Smith.t.stat <- (519.7 - 500)/10
print(c("t.stat",Smith.t.stat))

[1] "t.stat" "1.97"

degrees.freedom = 1000 - 1
Smith.p.value = pt(q=abs(Smith.t.stat), df=degrees.freedom,lower.tail=F) * 2
print(c("Two-sided p-value",Smith.p.value))

[1] "Two-sided p-value"  "0.0491142565416521"

Using α = 0.05, for each study indicate whether the result is “statistically significant.”

  α = 0.05
  H0: μ = 500
  Ha : μ ≠ 500

For Jones Data: Since p=0.051, we fail to reject the null hypothesis (H0: μ = 500) and reject the alternative hypothesis (Ha : μ ≠ 500). The p-value is NOT statistically significant.

For Smith Data: Since p=0.049, we reject the null hypothesis (H0: μ = 500) and accept the alternative hypothesis. We conclude that μ ≠ 500. P-value is statistically significant.

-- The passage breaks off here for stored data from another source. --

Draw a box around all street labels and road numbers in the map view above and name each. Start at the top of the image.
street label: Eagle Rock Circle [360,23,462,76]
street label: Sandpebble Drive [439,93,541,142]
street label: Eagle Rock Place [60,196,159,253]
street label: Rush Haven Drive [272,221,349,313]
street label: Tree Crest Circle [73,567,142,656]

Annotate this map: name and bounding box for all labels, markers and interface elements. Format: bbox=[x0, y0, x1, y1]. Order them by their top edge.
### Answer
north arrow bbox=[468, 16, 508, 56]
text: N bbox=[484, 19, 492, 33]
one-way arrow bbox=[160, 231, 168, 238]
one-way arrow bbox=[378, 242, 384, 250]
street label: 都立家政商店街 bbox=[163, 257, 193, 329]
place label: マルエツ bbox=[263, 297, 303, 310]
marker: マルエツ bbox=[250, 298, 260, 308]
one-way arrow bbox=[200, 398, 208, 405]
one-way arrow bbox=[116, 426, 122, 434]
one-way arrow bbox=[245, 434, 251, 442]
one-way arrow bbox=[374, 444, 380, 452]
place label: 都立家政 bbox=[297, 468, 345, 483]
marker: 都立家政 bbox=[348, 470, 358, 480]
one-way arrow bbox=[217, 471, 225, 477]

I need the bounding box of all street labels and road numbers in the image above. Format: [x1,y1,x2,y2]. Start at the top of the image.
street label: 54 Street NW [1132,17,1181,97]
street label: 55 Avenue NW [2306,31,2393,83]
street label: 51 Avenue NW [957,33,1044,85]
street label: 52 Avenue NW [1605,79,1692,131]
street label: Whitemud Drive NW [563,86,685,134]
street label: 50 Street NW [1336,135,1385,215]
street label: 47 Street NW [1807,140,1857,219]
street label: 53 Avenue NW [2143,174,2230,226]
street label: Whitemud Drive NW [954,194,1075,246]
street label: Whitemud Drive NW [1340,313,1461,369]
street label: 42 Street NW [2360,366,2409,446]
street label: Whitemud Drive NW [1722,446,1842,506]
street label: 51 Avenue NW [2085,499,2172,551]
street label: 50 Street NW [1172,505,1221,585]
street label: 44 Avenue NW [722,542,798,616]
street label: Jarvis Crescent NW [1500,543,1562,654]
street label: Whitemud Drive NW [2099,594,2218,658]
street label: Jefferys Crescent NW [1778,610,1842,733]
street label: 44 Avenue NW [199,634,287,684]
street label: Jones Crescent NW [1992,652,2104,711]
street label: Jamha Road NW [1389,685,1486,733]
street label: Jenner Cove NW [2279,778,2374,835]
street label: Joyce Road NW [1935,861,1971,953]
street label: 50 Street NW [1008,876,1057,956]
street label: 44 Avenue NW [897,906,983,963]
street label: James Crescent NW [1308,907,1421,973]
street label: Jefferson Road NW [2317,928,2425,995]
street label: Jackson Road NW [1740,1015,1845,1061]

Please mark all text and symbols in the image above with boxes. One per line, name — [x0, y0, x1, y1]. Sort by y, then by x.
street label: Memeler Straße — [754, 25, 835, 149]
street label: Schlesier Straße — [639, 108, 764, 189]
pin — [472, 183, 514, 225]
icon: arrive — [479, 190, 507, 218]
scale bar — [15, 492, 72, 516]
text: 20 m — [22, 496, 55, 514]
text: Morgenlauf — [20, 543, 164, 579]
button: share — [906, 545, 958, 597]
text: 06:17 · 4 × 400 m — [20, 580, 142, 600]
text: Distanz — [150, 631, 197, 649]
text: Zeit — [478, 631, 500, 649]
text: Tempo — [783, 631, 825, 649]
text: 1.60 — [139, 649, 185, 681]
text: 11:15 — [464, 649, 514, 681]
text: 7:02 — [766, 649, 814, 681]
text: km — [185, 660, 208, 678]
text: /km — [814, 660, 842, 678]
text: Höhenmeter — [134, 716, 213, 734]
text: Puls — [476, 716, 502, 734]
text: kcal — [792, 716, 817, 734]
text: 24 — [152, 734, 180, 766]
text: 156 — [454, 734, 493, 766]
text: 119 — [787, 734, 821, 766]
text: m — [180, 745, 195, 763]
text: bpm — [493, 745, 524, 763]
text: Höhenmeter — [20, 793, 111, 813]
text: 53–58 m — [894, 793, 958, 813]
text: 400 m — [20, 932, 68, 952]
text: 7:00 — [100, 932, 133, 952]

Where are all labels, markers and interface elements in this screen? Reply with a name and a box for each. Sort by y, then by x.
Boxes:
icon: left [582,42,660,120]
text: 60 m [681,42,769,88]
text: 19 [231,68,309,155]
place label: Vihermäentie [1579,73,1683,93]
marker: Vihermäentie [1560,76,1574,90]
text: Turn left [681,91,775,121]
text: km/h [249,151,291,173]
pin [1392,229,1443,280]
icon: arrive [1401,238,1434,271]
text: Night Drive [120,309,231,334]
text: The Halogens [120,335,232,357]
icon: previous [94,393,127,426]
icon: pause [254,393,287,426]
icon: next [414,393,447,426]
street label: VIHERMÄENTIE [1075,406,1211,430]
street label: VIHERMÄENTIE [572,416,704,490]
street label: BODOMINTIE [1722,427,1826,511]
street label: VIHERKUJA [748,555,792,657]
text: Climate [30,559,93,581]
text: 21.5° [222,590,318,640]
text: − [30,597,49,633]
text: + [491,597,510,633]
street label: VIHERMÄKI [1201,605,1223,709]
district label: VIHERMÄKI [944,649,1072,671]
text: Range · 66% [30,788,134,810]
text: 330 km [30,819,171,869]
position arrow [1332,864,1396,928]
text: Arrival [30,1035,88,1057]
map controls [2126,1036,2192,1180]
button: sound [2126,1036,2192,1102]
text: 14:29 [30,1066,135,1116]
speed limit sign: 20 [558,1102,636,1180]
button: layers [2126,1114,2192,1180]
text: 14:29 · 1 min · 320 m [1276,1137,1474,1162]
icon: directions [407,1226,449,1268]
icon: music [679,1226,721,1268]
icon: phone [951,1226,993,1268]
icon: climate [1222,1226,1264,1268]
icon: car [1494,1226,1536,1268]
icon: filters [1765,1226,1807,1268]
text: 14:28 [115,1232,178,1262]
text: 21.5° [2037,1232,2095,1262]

Using this example, explain the misleading aspects of reporting the result of a test as “P ≤ 0.05” versus “P > 0.05,” or as “reject H0” versus “Do not reject H0 ,” without reporting the actual P-value.

print(tab)

      Jones Smith
y_hat 519.5 519.7
se     10.0  10.0

#α = 0.05
#H0: μ = 500
#Ha : μ ≠ 500
#Zc= 1.96

Calculate z-score= (y_hat -μ )/ se

Jones.z <- (519.5-500)/10
Jones.z

[1] 1.95

Smith.z <- (519.7-500)/10
Smith.z

[1] 1.97

Interpretation without reporting the actual P-value:

Reporting the result of a test using p-values could be misleading. We can avoid this by using z-score to report the results, using z-score =1.96 as the same 95% confidence level. Jones z-score of 1.95 < 1.96 means we fail to reject the null hypothesis (H0: μ = 500) and reject the alternative hypothesis (Ha : μ ≠ 500). Smith z-score of 1.97 > 1.96 we reject the null hypothesis (H0: μ = 500) and accept the alternative hypothesis(Ha : μ ≠ 500).

Question 6

Are the taxes on gasoline very high in the United States? According to the American Petroleum Institute, the per gallon federal tax that was levied on gasoline was 18.4 cents per gallon. However, state and local taxes vary over the same period. The sample data of gasoline taxes for 18 large cities is given below in the variable called gas_taxes.

gas_taxes <- c(51.27, 47.43, 38.89, 41.95, 28.61, 41.29, 52.19, 49.48, 35.02, 48.13, 39.28, 54.41, 41.66, 30.28, 18.49, 38.72, 33.41, 45.02)

Is there enough evidence to conclude at a 95% confidence level that the average tax per gallon of gas in the US in 2005 was less than 45 cents? Explain.

#H0: μ = 45
#Ha : μ ≠ 45, specifically μ < 45 assuming one-sided using argument alternative= "lesser"

gas_taxes <- c(51.27, 47.43, 38.89, 41.95, 28.61, 41.29, 52.19, 49.48, 35.02, 48.13, 39.28, 54.41, 41.66, 30.28, 18.49, 38.72, 33.41, 45.02)
t.test(gas_taxes,mu=45, alternative = 'less')


    One Sample t-test

data:  gas_taxes
t = -1.8857, df = 17, p-value = 0.03827
alternative hypothesis: true mean is less than 45
95 percent confidence interval:
     -Inf 44.67946
sample estimates:
mean of x 
 40.86278

Interpretation of one sample t-test:

Yes, there is enough evidence to conclude at a 95% confidence level that the average tax per gallon of gas in the US in 2005 was less than 45 cents. With the p-value of 0.03827 < α = 0.05, we reject the null hypothesis that μ = 45 and accept the alternative hypothesis that μ < 45 cents.